From the author of the classic college campus favorite and perennial seller A People’s History of the United States comes a short, intense polemic on the political direction of those United States, towards what seems to Zinn like perpetual war. Just War is based on a lecture given in Rome, where, as Zinn addressed an Italian audience, a public known for its negative opinions of recent American foreign policy, he could be direct about his own feelings. "I come from a country which is at war, as it has been almost continuously: and for that I feel shame." His rousing call to the only "just war," the "war against war," which concludes that "perhaps it will take a combination of factors to end war: but we must all play a part," is a must-read for those who know and trust his work, and, for those concerned about current events and looking for strong and morally driven persepctives, it is an excellent introduction to a great thinker.
Moises Saman was born in Lima, Peru, in 1974. At the age of eighteen, he moved to Los Angeles to study photography at UC Fullerton. During his junior year in college, he took his first trip to a conflict zone, traveling to Chiapas, Mexico, where he photographed the aftermath of the Zapatista uprising. After graduating, he interned at Newsday in New York. Shortly thereafter, Saman set out for the war-torn Balkans where he spent a month traveling through Kosovo. Upon returning to New York, he was hired as a full-time photographer by Newsday, where he has concentrated on international assignments including imigration stories in Central America, the Israeli-Palestinian conflict, the war in Afghanistan, and, most recently, the war in Iraq—from Baghdad. During his assignment in Baghdad, Saman, along with four foreign journalists, was accused of espionage and imprisoned by the Iraqi secret police, the Mukhabarat. He spent eight days in prison before his release and deportation to Jordan. He has since returned to Iraq on multiple occasions to continue his coverage of the ongoing conflict. The winner of two Newsday Publisheris Awards, he recently received second prize in the prestigeous 2003 World Press Photo Award for General News. In 2006, he won first prize from the New York Press Photographers Association and an Honorable Mention form the National Press Association for his Afghanistan reportage.
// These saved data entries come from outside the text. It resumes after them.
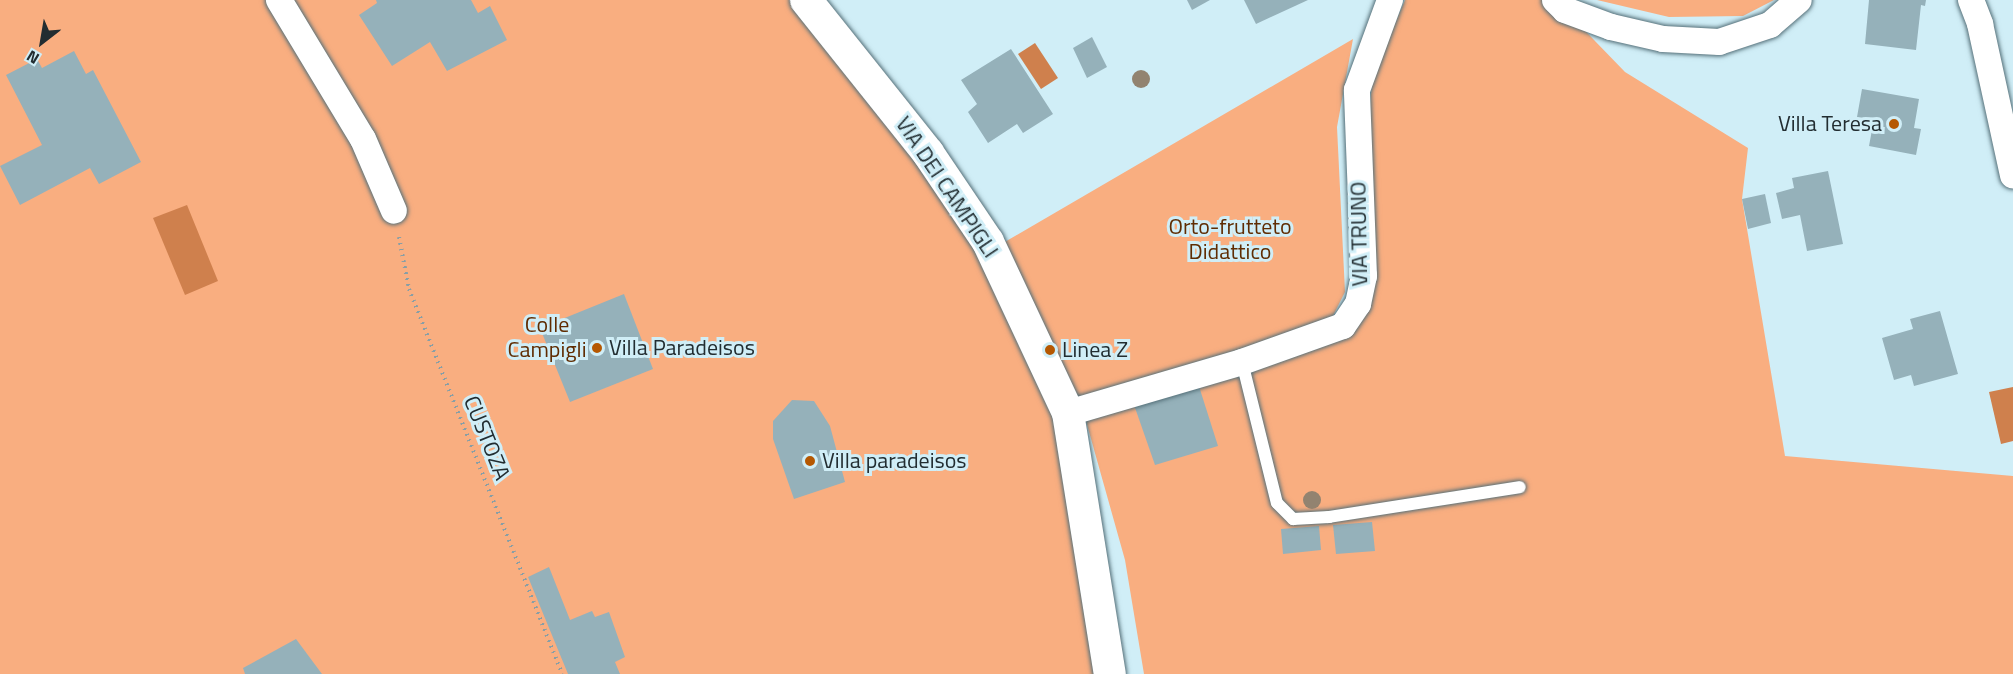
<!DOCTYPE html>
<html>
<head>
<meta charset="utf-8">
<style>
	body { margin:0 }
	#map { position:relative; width:2013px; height:674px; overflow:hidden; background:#d0eef7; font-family:"Titillium Web",sans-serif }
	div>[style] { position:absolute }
	.green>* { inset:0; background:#f9ae80 }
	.water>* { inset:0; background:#cf804d }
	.building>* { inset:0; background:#95b1ba }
	.path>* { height:4px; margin-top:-2px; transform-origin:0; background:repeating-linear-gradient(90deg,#889ea5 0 1.5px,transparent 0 6px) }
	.roads { filter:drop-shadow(0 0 2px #557079) drop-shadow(0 0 2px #557079) }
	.service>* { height:12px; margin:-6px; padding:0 6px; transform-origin:6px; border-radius:6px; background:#fff }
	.minor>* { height:26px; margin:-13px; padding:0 13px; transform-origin:13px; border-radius:13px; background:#fff }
	.tertiary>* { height:32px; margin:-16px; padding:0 16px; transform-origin:16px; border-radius:16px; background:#fff }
	.trees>* { width:18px; height:18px; margin:-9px; border-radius:50%; background:#928370 }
	.dots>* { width:16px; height:16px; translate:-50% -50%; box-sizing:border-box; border:3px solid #d0eef7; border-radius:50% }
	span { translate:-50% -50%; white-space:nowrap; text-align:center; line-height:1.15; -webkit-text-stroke:6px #d0eef7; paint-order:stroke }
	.poi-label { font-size:22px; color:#222d31 }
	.right { translate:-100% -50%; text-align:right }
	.left { translate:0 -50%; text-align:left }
	.street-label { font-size:22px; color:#222d31 }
	.park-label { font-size:22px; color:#5f2c02 }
	.north { position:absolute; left:12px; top:12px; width:60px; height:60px; -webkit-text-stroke:4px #d0eef7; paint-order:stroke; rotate:211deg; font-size:16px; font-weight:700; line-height:24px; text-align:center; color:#222d31 }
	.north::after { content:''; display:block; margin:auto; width:21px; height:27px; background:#222d31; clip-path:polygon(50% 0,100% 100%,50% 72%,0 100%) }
</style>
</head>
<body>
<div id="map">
	<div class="green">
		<i style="clip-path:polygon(0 0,793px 0,981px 245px,1064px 426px,1094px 674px,0 674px)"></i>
		<i style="clip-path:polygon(1405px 0,1550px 0,1565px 10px,1625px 72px,1748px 148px,1742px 199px,1785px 456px,2013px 476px,2013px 674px,1144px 674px,1125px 560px,1086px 421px,1355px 329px,1376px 282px,1365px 150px,1373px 76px)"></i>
		<i style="clip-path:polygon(1597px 0,1774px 0,1743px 16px,1669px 17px)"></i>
		<i style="clip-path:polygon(1353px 39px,1337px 127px,1345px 292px,1330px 322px,1079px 409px,1003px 243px)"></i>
	</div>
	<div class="water">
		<i style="clip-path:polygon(1035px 43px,1058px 78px,1041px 89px,1018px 54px)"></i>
		<i style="clip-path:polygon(187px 205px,218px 281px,185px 295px,153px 218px)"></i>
		<i style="clip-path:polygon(2013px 387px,2013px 441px,2001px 444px,1989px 392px)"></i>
	</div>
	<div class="building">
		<i style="clip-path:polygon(376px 0,471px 0,478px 13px,490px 6px,507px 40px,447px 71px,430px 42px,392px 66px,359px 15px,377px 3px)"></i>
		<i style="clip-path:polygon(1187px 0,1210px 0,1192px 10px)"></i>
		<i style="clip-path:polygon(1244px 0,1308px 0,1256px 24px)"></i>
		<i style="clip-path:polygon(1869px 0,1926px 0,1925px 6px,1921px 5px,1916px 50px,1865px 44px)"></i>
		<i style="clip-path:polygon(1092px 37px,1107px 67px,1087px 78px,1073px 48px)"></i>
		<i style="clip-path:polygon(1011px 49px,1053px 114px,1023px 133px,1017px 124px,988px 143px,968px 112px,977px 104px,961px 80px)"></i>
		<i style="clip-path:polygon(74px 51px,86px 74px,93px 70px,141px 162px,99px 184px,90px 168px,20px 205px,0 166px,42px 145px,6px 75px,37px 59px,42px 68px)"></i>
		<i style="clip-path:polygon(1862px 89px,1919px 99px,1914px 128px,1921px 129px,1916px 155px,1869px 146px,1874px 119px,1857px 117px)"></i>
		<i style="clip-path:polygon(1828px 171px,1843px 244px,1807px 251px,1800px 215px,1782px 219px,1776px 193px,1794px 188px,1792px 178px)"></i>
		<i style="clip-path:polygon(1765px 194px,1771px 223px,1748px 229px,1742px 199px)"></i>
		<i style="clip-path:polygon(624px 294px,653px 369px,570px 402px,540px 328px)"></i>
		<i style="clip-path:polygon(1940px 311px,1958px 374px,1914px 386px,1911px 375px,1894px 380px,1882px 338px,1913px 329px,1910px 319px)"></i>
		<i style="clip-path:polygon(1197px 380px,1218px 446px,1155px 465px,1133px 402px)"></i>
		<i style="clip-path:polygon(792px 400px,814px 401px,830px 426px,845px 482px,794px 499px,773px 439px,773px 421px)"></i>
		<i style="clip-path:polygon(1372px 522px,1375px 551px,1336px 554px,1333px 525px)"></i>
		<i style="clip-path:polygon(1319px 526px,1321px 550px,1283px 554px,1281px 529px)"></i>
		<i style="clip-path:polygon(549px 567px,570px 620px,592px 611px,595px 617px,609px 612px,625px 657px,615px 662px,620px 674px,568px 674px,528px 577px)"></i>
		<i style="clip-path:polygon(296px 639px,322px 674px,245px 674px,243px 668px)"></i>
	</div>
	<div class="path">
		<i style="left:399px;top:237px;width:53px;rotate:79.1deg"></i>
		<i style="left:409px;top:289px;width:414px;rotate:68.3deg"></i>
	</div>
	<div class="roads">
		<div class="service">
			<i style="left:1242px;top:362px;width:145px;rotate:76.1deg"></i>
			<i style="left:1277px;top:503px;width:23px;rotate:45deg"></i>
			<i style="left:1293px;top:519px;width:36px;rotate:-3deg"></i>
			<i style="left:1329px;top:517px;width:193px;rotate:-8.9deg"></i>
		</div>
		<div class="minor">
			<i style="left:279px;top:0;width:162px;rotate:58.9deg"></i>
			<i style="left:363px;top:139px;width:78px;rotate:66.7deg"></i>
			<i style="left:1555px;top:0;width:14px;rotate:45deg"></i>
			<i style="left:1565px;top:10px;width:49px;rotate:20.3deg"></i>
			<i style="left:1611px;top:27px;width:53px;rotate:13deg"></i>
			<i style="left:1663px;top:39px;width:56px;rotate:3.1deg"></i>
			<i style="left:1719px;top:42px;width:54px;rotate:-18.4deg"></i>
			<i style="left:1770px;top:25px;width:38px;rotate:-41deg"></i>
			<i style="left:1971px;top:0;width:26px;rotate:69deg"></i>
			<i style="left:1980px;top:24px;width:155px;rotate:77.7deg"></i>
			<i style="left:1068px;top:413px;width:181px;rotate:-16.3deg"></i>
			<i style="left:1242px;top:362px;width:107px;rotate:-19.6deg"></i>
			<i style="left:1343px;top:326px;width:27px;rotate:-56deg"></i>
			<i style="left:1358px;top:304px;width:29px;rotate:-78deg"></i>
			<i style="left:1364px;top:276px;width:186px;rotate:-92.2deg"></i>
			<i style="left:1357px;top:90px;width:96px;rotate:-69.9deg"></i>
		</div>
		<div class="tertiary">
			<i style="left:806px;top:0;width:196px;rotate:51.4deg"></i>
			<i style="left:928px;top:153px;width:107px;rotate:56deg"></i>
			<i style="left:988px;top:242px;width:189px;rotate:64.9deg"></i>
			<i style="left:1068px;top:413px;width:264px;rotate:80.9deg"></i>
		</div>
	</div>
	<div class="trees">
		<i style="left:1141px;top:79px"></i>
		<i style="left:1312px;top:500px"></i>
	</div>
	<div class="dots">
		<i style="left:1894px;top:124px;background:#b55802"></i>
		<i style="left:597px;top:348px;background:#b55802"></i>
		<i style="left:1050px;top:350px;background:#b55802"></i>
		<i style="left:810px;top:461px;background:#b55802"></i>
	</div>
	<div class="poi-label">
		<span class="right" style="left:1882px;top:124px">Villa Teresa</span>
		<span class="left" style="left:609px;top:348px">Villa Paradeisos</span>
		<span class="left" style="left:1062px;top:350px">Linea Z</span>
		<span class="left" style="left:822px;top:461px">Villa paradeisos</span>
	</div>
	<div class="street-label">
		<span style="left:947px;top:187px;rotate:56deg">VIA DEI CAMPIGLI</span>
		<span style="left:1359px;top:234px;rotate:-91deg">VIA TRUNO</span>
		<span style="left:487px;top:438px;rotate:68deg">CUSTOZA</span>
	</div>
	<div class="park-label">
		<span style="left:1230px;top:239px">Orto-frutteto<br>Didattico</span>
		<span style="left:547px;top:337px">Colle<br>Campigli</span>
	</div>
	<div class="north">N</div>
</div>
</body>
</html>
Gino Strada, a surgeon, was one of the founders of Emergency, the Italian humanitarian society for the care and rehabilitation of civilian victims of war and antipersonnel mines. For over 15 years, he has worked on the front lines of Afghanistan, Iraq, Peru, Bosnia, Djibouti, Somalia,Ethiopia, Eritrea, Rwanda, Cambodia, Sierra Leone, Angola, and Sudan.
Howard Zinn, Professor Emeritus of History at Boston University, is the author of A People's History of the United States and a columnist for the journal The Progressive.